2Né en 1934, Hernán Valdés, se fait remarquer et connaître par ses recueils de poèmes puis par ses romans, Cuerpo creciente (Valdés 1966), Zoom (Valdés 1971), qui privilégient des personnages pris entre leur soif d’idéal et un monde marqué par l’absurde. Hernán Valdés fut contraint de s’exiler après le coup d’État. Car, en mettant violemment un terme, le 11 septembre 1973, aux trois années de gouvernement dirigé par le président Salvador Allende, la junte militaire qui prit alors le pouvoir, entreprit une sanglante « croisade » contre l’Unité Populaire (Moulian 1997 : 175) afin d’en effacer toutes les traces, et reconvertir le pays à l’ancien ordre moral et économique. Inquisitoriale, fanatique et totalitaire à la fois, elle isola et contrôla les individus en ayant sur eux un droit de vie et de mort. Elle alla jusqu’à les engloutir en les faisant disparaître doublement : elle les effaça temporairement du monde en les séquestrant, ou bien les annula, anéantissant même les corps morts. Un dispositif méthodique mêlant terreur et élimination assura efficacement la longévité d’une tyrannie qui marqua de son sceau l’identité de la nation entière, les principaux responsables continuant à bénéficier d’une totale impunité bien après la fin de ce régime.

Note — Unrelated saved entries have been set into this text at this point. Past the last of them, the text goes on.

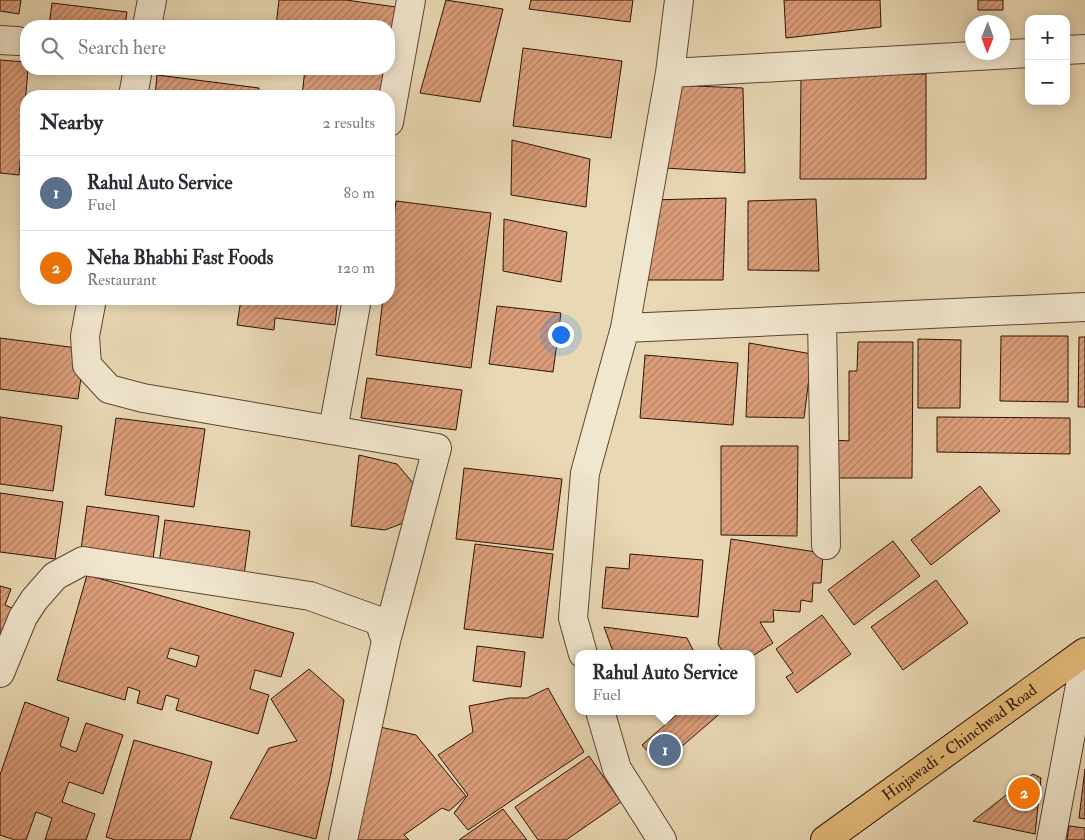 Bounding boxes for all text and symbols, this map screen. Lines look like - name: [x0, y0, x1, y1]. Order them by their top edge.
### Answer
- north arrow: [965, 15, 1010, 60]
- map controls: [1025, 15, 1070, 105]
- button: +: [1025, 15, 1070, 60]
- search box: [20, 20, 395, 75]
- icon: search: [38, 34, 66, 62]
- text: Search here: [78, 36, 166, 60]
- button: −: [1025, 60, 1070, 105]
- text: Nearby: [40, 109, 103, 136]
- text: 2 results: [322, 113, 375, 133]
- text: Rahul Auto Service: [87, 171, 232, 195]
- text: 1: [53, 183, 59, 203]
- text: 80 m: [344, 183, 375, 203]
- text: Fuel: [87, 195, 116, 215]
- text: Neha Bhabhi Fast Foods: [87, 246, 273, 270]
- text: 2: [52, 258, 60, 278]
- text: 120 m: [337, 258, 375, 278]
- text: Restaurant: [87, 270, 156, 290]
- your location: [548, 322, 574, 348]
- popup: [575, 650, 755, 715]
- text: Rahul Auto Service: [592, 661, 738, 685]
- street label: Hinjawadi - Chinchwad Road: [878, 680, 1041, 805]
- text: Fuel: [592, 685, 621, 705]
- pin: 1: [649, 731, 681, 769]
- pin: 2: [1008, 774, 1040, 812] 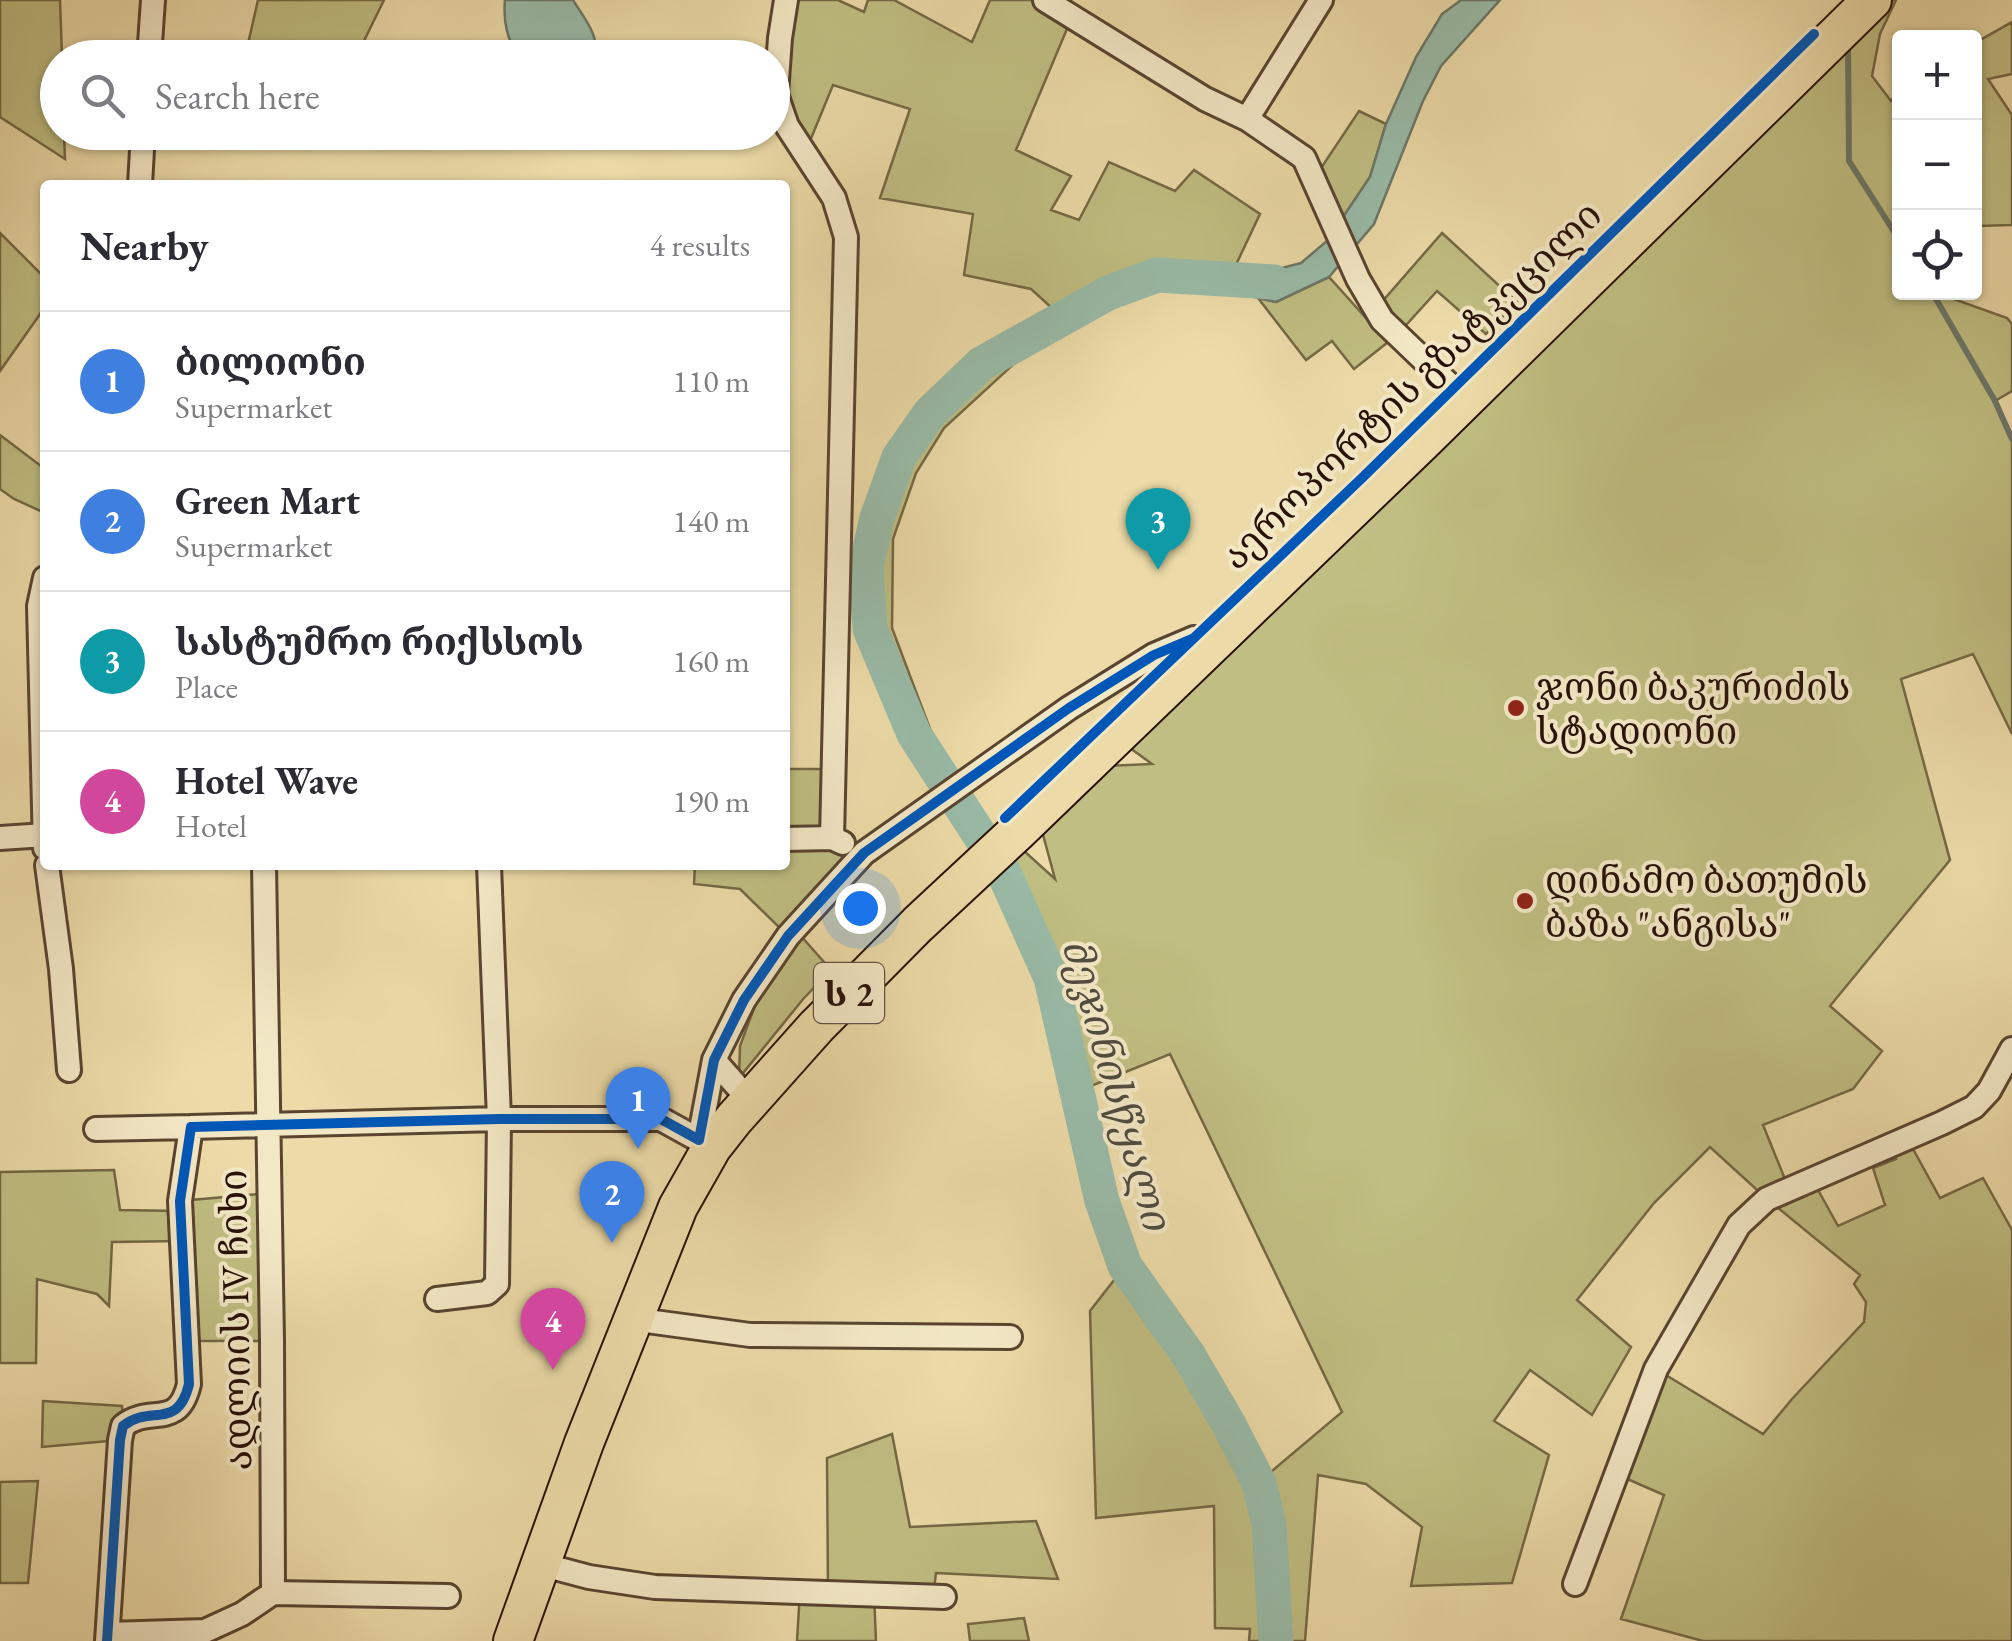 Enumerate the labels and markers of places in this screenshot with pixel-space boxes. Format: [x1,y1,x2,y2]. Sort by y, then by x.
pin: 3 [1126,488,1190,570]
place label: ჯონი ბაკურიძის სტადიონი [1536,662,1850,755]
marker: ჯონი ბაკურიძის სტადიონი [1505,697,1527,719]
place label: დინამო ბათუმის ბაზა "ანგისა" [1545,855,1868,948]
marker: დინამო ბათუმის ბაზა "ანგისა" [1514,890,1536,912]
pin: 1 [606,1066,670,1149]
pin: 2 [580,1160,644,1243]
pin: 4 [520,1288,586,1370]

3Mettant à nu les aspects les plus cruels de la dictature, Hernán Valdés choisit de montrer ce qu’il observa de près durant sa séquestration en publiant Tejas Verdes. Diario de un campo de concentración chileno, durant l’année même où les faits décrits se produisirent, à Barcelone où il avait trouvé refuge avant de s’installer définitivement en Allemagne. Hernán Valdés y fait le récit de ce qu’il endura à « Tejas Verdes » lors de sa détention, durant un mois au début de l’année 1974. Cet ouvrage ne paraîtra qu’en 1996 au Chili, plus de vingt années après la première édition espagnole. Tout en se situant dans la continuité des différentes productions d’Hernán Valdés, Tejas Verdes. Diario de un campo de concentración chileno décrit une lente dégradation, d’autant plus violente qu’elle fut imposée et vécue dans la propre chair de l’auteur. Cherchant à émouvoir comme l’énonce le pacte d’écriture et de lecture rappelé dans le « péritexte » (Genette 1987 : 10), ce témoignage introspectif restitue le déroulement et les conditions extrêmes de son enfermement, depuis l’arrestation dans l’appartement de Santiago jusqu’à la libération soudaine dans une rue de la capitale. Grâce à des stratégies d’écriture privilégiant la prise de conscience du récepteur, ce récit-limite à bien des égards est rythmé par la narration quotidienne qui rapporte les différentes étapes du parcours d’Hernán Valdés. Le journal restitue les mauvais traitements infligés à son corps, reflétant les tourments subis par la nation entière que le coup d’État déposséda brutalement de son passé. Le corps brutalisé devient un texte-preuve des souffrances du pays, de tous les sacrifiés. Si la traduction fidèle des maux en mots demeure pourtant impossible selon Hernán Valdés, ce dernier s’engage contre la mutilation de la mémoire durant la dictature, puis contre le besoin d’oubli d’une démocratie préoccupée avant tout de cohésion nationale et de croissance économique. Son écriture devient ainsi le « lieu de mémoire » (Provost 2001 : 37-38) des êtres humiliés, détruits, disparus, qui retrouvent la dignité et l’humanité qui leur furent niées, qui reprennent corps grâce aux signes.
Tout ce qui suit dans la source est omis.